Task statement: Work through the entries below and show every line in which "arrow" is found.

Supplied data:
- - -

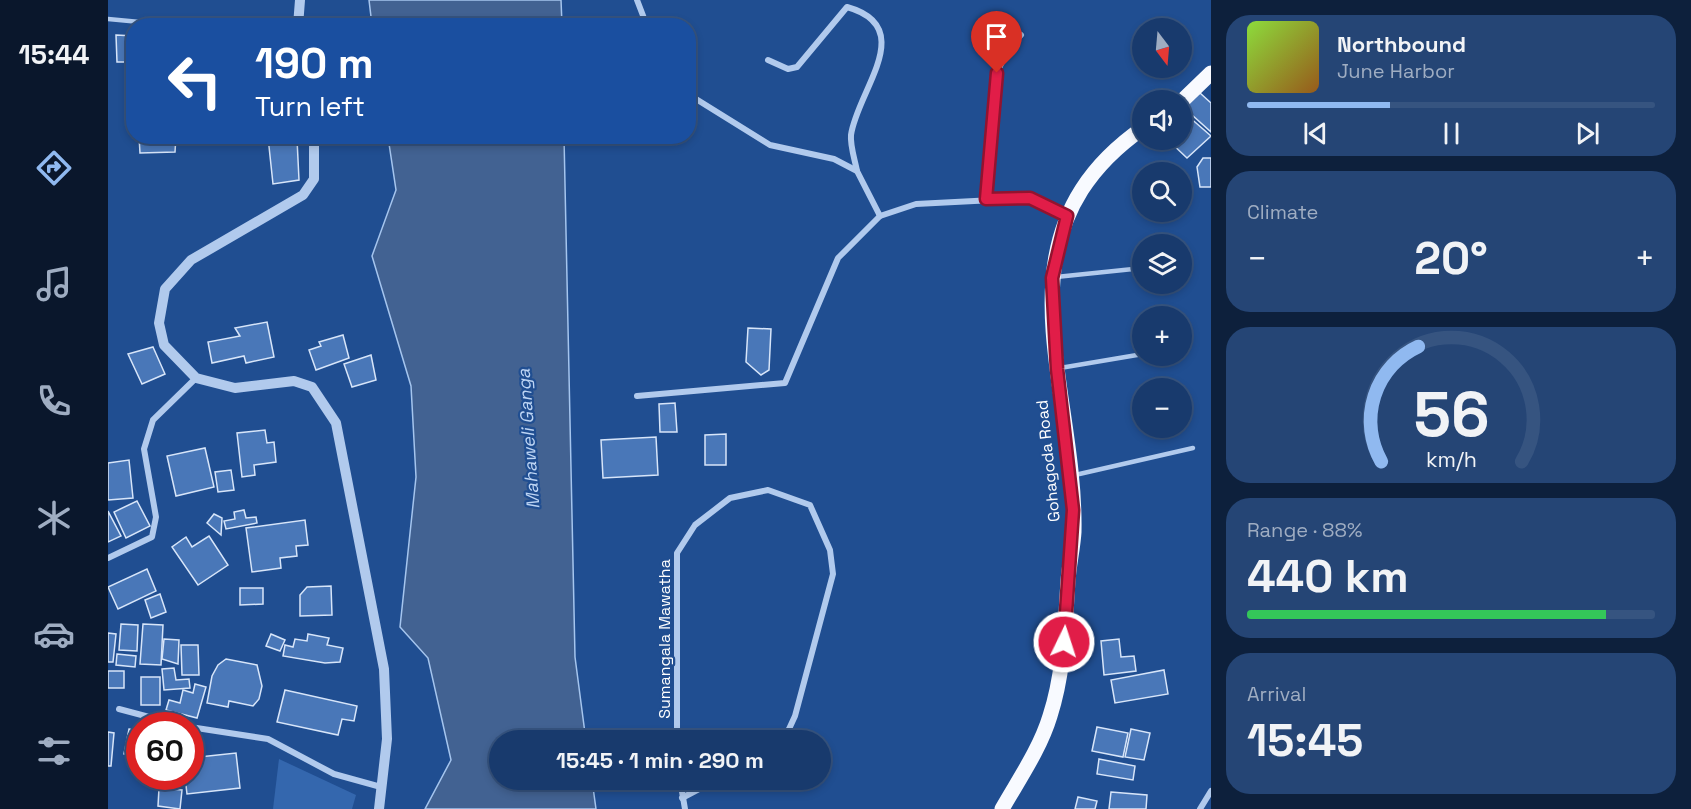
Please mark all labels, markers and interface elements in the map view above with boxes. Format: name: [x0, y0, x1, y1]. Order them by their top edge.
pin: [971, 11, 1022, 73]
north arrow: [1132, 18, 1192, 78]
map controls: [1132, 18, 1192, 438]
icon: arrive: [980, 20, 1013, 53]
text: Northbound: [1337, 30, 1466, 58]
text: 15:44: [19, 37, 89, 72]
text: 190 m: [255, 37, 374, 90]
icon: left: [156, 42, 234, 120]
text: June Harbor: [1337, 58, 1455, 84]
text: Turn left: [255, 89, 365, 124]
button: sound: [1132, 90, 1192, 150]
icon: previous: [1299, 117, 1332, 150]
icon: pause: [1435, 117, 1468, 150]
icon: next: [1571, 117, 1604, 150]
icon: directions: [33, 147, 75, 189]
button: search: [1132, 162, 1192, 222]
text: Climate: [1247, 199, 1318, 225]
text: 20°: [1414, 230, 1488, 287]
button: layers: [1132, 234, 1192, 294]
text: −: [1247, 238, 1267, 280]
text: +: [1635, 238, 1655, 280]
icon: music: [33, 263, 75, 305]
button: +: [1132, 306, 1192, 366]
water label: Mahaweli Ganga: [512, 367, 544, 510]
text: 56: [1413, 375, 1489, 454]
button: −: [1132, 378, 1192, 438]
icon: phone: [33, 380, 75, 422]
street label: Gohagoda Road: [1031, 399, 1065, 523]
text: km/h: [1425, 446, 1477, 473]
icon: climate: [33, 497, 75, 539]
text: Range · 88%: [1247, 517, 1362, 543]
text: 440 km: [1247, 548, 1409, 605]
street label: Sumangala Mawatha: [654, 559, 675, 719]
position arrow: [1032, 610, 1096, 674]
icon: car: [33, 613, 75, 655]
text: Arrival: [1247, 681, 1306, 707]
speed limit sign: 60: [126, 712, 204, 790]
text: 15:45: [1247, 712, 1363, 769]
icon: filters: [33, 730, 75, 772]
text: 15:45 · 1 min · 290 m: [556, 746, 764, 774]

- - -

Solved exercise:
north arrow: [1132, 18, 1192, 78]
position arrow: [1032, 610, 1096, 674]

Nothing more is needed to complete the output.